In [15]:
import numpy as np
import pandas as pd

# Jatin's version 
## Ctrl+A and uncomment and comment next code block to run this

In [16]:
import numpy as np

class Node:
    def __init__(self, feature=None, threshold=None, left=None, right=None, value=None):
        self.feature = feature
        self.threshold = threshold
        self.left = left
        self.right = right
        self.value = value

class Decision_Tree:
    def __init__(self, max_depth=10, min_samples_split=5):
        self.max_depth = max_depth
        self.min_samples_split = min_samples_split

    
    # -------------------------
    # Entropy
    # -------------------------
    def entropy(self, y):
        counts = np.bincount(y.ravel())
        probs = counts[counts > 0] / len(y)
        return -np.sum(probs * np.log2(probs))

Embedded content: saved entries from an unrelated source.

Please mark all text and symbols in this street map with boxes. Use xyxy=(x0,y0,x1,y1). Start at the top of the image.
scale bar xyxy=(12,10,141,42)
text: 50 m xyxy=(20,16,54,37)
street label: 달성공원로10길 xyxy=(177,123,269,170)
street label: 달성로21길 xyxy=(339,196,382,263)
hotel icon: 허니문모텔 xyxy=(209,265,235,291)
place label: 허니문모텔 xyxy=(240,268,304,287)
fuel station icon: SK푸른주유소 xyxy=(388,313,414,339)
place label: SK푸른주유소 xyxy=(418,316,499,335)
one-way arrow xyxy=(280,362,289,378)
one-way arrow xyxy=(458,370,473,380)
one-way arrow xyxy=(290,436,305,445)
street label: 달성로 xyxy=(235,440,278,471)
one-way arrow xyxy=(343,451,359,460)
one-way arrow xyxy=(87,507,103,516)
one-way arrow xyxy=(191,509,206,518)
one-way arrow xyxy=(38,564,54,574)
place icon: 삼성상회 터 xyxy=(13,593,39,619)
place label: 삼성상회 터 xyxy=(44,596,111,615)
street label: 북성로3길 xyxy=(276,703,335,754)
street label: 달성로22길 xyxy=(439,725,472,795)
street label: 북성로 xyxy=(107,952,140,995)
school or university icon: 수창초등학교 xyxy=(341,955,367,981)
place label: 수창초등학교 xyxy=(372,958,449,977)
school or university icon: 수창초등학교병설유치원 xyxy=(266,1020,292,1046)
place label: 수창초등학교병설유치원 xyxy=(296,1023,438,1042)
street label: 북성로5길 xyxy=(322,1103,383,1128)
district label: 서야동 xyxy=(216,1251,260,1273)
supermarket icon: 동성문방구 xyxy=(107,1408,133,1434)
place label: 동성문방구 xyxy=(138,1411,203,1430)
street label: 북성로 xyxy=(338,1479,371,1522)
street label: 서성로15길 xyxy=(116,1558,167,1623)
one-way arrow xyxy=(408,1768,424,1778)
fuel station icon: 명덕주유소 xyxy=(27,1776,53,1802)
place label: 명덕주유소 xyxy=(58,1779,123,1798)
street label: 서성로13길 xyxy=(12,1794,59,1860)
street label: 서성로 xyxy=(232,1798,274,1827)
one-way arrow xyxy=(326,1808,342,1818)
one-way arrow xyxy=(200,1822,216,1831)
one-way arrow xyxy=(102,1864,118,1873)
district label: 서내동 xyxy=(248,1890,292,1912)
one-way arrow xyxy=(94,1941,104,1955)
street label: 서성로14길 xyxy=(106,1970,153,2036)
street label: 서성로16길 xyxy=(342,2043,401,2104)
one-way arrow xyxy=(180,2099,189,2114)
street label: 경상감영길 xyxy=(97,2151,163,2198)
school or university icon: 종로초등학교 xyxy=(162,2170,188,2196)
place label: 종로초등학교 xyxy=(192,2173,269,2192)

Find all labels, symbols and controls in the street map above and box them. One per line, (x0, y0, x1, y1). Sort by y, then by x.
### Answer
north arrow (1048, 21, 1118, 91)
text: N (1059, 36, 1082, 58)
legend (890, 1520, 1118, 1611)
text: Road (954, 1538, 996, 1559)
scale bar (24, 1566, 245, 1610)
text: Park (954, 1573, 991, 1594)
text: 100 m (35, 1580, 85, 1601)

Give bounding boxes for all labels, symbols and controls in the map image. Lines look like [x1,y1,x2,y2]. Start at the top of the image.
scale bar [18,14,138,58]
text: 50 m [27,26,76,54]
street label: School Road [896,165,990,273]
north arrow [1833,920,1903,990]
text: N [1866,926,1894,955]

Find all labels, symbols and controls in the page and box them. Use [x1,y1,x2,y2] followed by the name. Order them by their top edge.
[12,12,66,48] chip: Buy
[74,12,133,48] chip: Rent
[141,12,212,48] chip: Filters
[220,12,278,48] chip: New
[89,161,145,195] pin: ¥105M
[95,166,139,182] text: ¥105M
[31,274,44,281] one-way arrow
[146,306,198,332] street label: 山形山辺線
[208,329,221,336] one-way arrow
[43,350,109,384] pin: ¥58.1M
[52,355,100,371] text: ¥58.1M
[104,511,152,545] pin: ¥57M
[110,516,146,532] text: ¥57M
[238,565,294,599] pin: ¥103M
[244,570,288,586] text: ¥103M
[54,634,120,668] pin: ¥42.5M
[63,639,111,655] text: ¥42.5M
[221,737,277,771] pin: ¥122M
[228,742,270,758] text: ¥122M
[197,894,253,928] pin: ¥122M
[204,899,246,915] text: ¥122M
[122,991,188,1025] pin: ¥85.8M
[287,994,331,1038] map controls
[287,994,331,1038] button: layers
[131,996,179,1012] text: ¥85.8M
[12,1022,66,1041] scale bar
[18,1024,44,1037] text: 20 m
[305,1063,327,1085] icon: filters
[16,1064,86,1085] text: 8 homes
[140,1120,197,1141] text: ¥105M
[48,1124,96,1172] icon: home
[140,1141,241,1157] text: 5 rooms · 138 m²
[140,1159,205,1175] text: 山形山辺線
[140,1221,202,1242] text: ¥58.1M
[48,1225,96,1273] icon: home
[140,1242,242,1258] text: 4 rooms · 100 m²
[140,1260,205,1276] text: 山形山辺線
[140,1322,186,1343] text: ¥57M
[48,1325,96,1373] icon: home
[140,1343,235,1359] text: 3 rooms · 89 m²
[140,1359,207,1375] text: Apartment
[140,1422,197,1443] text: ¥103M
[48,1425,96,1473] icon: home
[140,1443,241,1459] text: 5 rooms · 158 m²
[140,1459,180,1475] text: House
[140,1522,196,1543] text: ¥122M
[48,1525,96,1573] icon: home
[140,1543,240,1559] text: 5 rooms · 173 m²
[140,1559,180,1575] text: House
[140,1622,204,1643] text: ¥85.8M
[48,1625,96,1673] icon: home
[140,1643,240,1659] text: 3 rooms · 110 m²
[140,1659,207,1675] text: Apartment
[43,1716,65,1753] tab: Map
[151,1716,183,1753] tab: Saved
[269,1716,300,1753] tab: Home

    # -------------------------
    # Information Gain
    # -------------------------
    def information_gain(self, X_column, y, threshold):
        parent_entropy = self.entropy(y)

        left_idx = X_column < threshold
        right_idx = ~left_idx

        if left_idx.sum() == 0 or right_idx.sum() == 0:
            return 0

        n = len(y)
        n_left = left_idx.sum()
        n_right = right_idx.sum()

        left_entropy = self.entropy(y[left_idx])
        right_entropy = self.entropy(y[right_idx])

        child_entropy = (n_left/n) * left_entropy + (n_right/n) * right_entropy

        return parent_entropy - child_entropy

    # -------------------------
    # Best Split
    # -------------------------
    def best_split(self, X, y, indices):
        best_gain = -1
        best_feature = None
        best_threshold = None

        X_sub = X[indices]
        y_sub = y[indices]

        n_features = X.shape[1]

        for feature in range(n_features):
            values = X_sub[:, feature]
            thresholds = np.unique(values)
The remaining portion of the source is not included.